**MATERIAL SHOWN:**
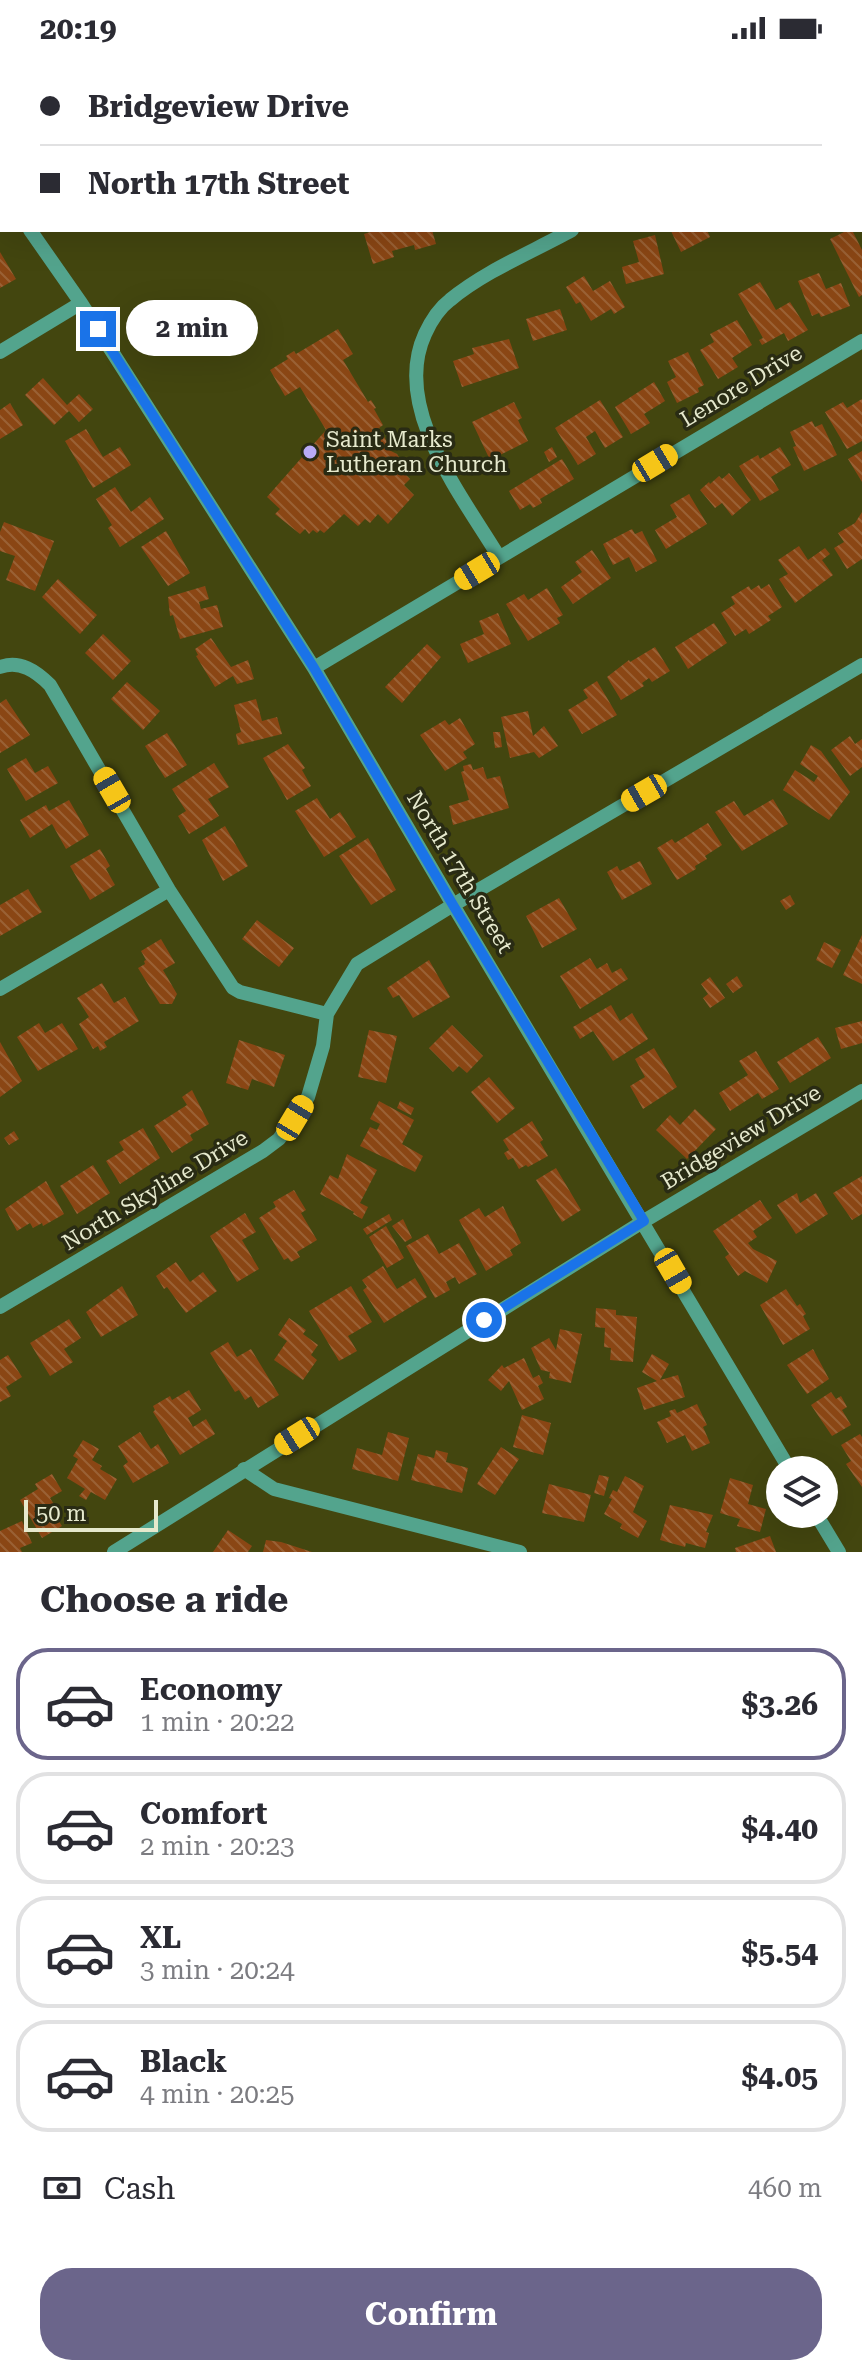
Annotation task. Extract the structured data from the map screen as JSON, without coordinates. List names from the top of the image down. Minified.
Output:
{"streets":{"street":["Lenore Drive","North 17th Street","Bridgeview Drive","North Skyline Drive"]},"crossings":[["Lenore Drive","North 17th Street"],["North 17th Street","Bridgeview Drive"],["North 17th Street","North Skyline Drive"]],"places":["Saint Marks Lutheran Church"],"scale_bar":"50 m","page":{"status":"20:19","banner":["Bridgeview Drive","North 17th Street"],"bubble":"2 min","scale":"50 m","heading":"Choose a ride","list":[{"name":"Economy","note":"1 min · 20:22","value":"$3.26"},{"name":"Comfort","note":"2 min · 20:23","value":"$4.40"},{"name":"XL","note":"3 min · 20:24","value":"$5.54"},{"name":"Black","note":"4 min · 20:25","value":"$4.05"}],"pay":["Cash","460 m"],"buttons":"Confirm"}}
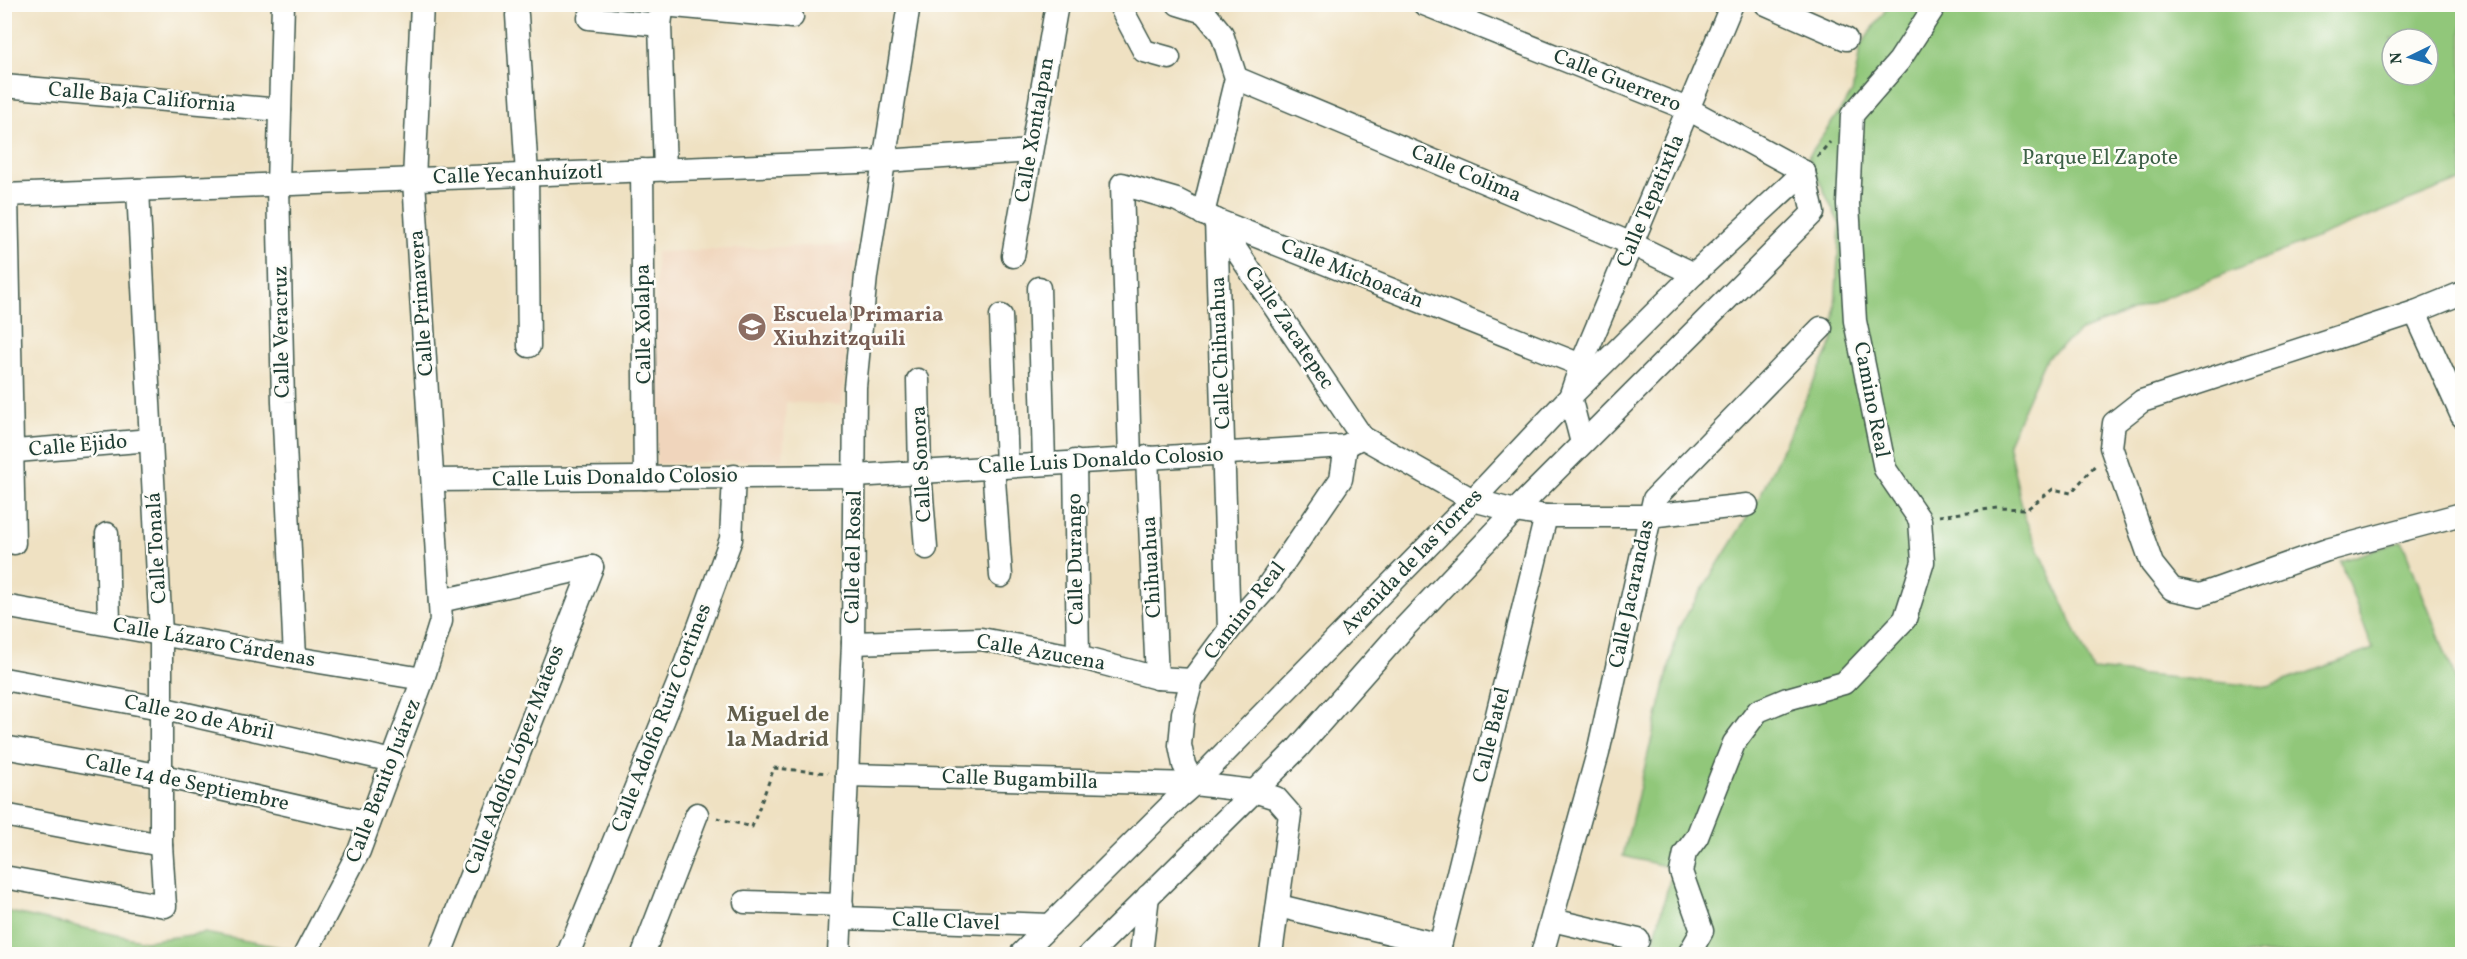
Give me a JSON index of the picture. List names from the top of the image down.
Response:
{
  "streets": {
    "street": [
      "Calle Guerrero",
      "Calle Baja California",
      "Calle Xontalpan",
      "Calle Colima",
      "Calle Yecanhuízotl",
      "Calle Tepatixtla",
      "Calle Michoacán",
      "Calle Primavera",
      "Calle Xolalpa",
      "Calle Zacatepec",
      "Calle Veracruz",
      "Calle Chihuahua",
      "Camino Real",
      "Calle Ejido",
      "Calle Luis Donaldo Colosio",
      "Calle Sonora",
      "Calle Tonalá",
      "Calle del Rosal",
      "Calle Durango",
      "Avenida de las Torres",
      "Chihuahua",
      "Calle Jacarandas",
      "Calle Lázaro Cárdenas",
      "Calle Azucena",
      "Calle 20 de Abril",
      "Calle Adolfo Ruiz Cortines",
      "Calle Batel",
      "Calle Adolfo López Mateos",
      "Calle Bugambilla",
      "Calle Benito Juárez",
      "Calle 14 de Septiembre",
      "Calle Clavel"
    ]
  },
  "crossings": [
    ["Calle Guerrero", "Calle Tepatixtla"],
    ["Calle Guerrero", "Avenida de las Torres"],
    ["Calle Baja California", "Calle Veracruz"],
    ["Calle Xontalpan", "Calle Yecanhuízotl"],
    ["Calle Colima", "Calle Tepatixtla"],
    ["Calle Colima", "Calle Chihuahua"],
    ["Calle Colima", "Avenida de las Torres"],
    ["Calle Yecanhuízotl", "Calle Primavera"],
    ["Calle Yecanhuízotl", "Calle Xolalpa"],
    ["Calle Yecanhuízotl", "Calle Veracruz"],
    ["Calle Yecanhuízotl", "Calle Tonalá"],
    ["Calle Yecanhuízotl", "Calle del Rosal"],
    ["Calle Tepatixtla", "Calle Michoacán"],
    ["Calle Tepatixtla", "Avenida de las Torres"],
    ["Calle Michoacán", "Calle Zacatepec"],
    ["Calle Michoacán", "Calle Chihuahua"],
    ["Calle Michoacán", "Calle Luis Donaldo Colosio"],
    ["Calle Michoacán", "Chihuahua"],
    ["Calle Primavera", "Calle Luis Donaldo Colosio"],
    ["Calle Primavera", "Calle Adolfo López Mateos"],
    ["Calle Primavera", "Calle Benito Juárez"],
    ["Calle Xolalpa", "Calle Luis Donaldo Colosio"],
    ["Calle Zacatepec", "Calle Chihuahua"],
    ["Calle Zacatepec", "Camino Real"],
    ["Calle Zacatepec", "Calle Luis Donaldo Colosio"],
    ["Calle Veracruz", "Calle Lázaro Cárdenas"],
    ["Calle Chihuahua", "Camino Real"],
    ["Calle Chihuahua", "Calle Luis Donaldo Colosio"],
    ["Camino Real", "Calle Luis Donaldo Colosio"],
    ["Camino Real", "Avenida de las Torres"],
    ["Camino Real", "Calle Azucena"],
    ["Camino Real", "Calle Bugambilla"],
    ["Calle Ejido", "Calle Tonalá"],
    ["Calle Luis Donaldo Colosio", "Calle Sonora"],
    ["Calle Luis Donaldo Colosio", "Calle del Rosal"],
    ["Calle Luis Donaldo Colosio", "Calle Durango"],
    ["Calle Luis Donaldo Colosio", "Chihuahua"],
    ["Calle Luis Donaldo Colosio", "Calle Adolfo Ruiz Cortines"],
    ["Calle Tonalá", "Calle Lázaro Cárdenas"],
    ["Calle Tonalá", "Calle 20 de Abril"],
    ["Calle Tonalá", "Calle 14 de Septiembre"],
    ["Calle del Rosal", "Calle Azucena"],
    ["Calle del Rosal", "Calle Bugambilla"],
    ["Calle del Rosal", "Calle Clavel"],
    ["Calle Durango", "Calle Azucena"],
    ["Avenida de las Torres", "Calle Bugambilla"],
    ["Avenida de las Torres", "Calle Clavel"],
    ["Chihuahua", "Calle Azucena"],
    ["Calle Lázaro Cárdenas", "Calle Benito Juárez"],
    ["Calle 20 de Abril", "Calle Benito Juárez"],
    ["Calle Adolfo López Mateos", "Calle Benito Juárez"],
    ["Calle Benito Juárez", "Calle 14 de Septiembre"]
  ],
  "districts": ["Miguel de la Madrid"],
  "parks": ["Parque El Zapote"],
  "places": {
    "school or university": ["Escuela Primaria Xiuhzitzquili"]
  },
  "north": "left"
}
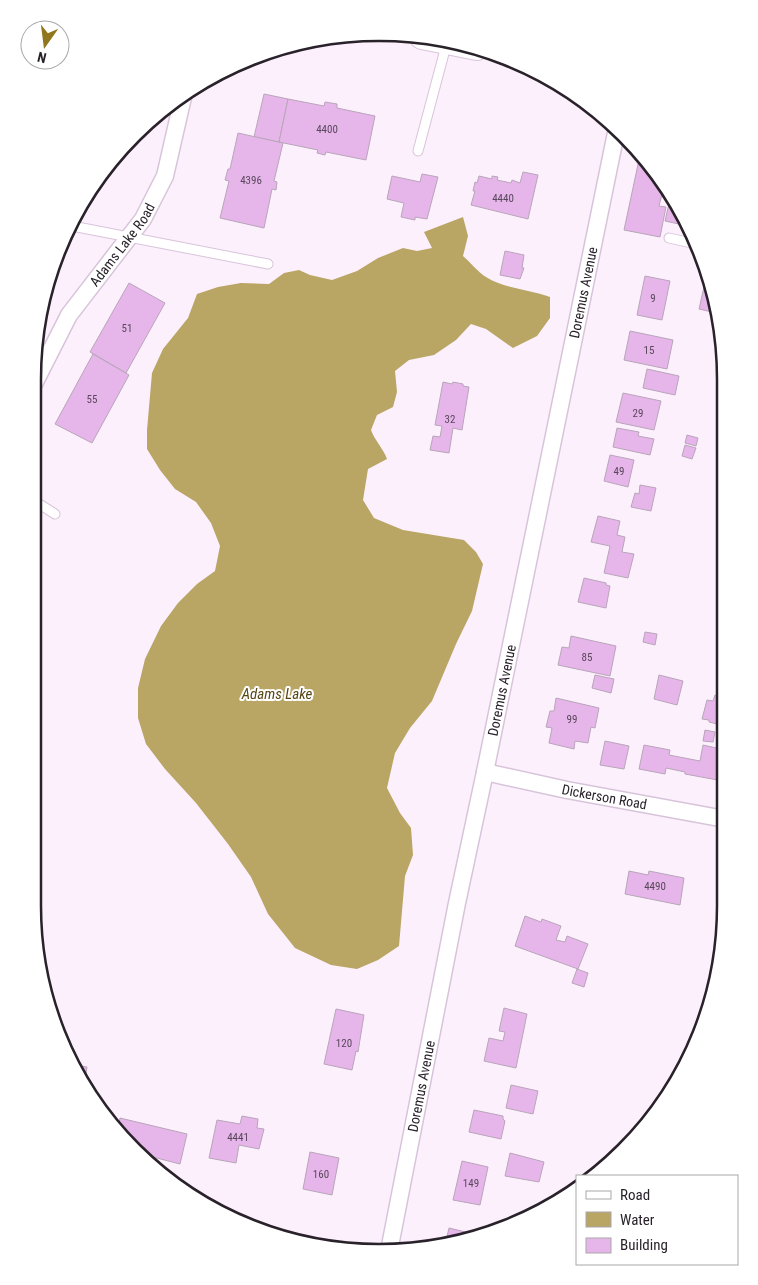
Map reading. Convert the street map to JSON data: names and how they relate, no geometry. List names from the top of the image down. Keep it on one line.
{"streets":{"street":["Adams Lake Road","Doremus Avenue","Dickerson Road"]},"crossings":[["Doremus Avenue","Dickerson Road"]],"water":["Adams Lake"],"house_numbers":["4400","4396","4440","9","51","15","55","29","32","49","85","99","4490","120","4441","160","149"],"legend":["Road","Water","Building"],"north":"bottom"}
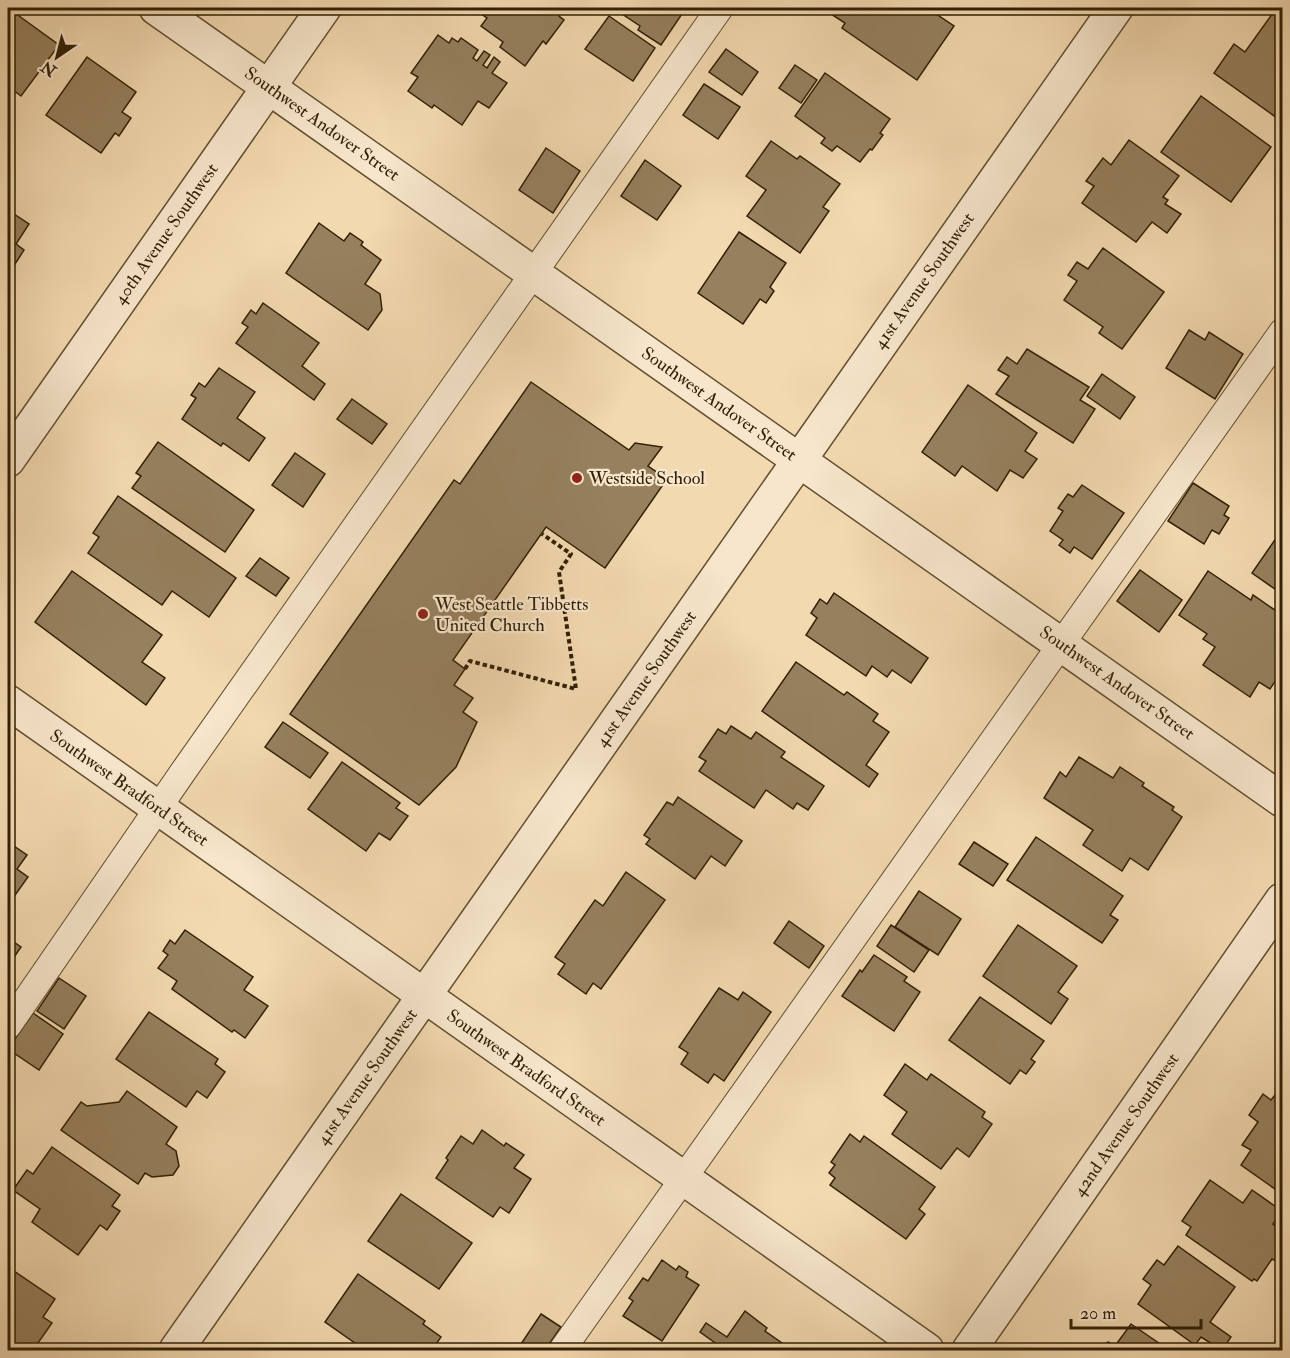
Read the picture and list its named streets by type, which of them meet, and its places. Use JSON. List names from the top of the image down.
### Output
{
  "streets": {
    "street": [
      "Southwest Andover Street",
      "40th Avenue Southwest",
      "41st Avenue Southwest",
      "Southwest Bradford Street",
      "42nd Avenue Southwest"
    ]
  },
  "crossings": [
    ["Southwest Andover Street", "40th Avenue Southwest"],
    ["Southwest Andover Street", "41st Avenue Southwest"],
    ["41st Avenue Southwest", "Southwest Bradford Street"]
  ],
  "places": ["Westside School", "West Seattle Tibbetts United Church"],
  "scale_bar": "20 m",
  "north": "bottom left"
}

**WHAT TO PRODUCE:** Reproduce each line of the records in which "Rosal" appears.

**EXERCISE OUTPUT:**
      "Calle del Rosal",
    ["Calle Yecanhuízotl", "Calle del Rosal"],
    ["Calle Luis Donaldo Colosio", "Calle del Rosal"],
    ["Calle del Rosal", "Calle Azucena"],
    ["Calle del Rosal", "Calle Bugambilla"],
    ["Calle del Rosal", "Calle Clavel"],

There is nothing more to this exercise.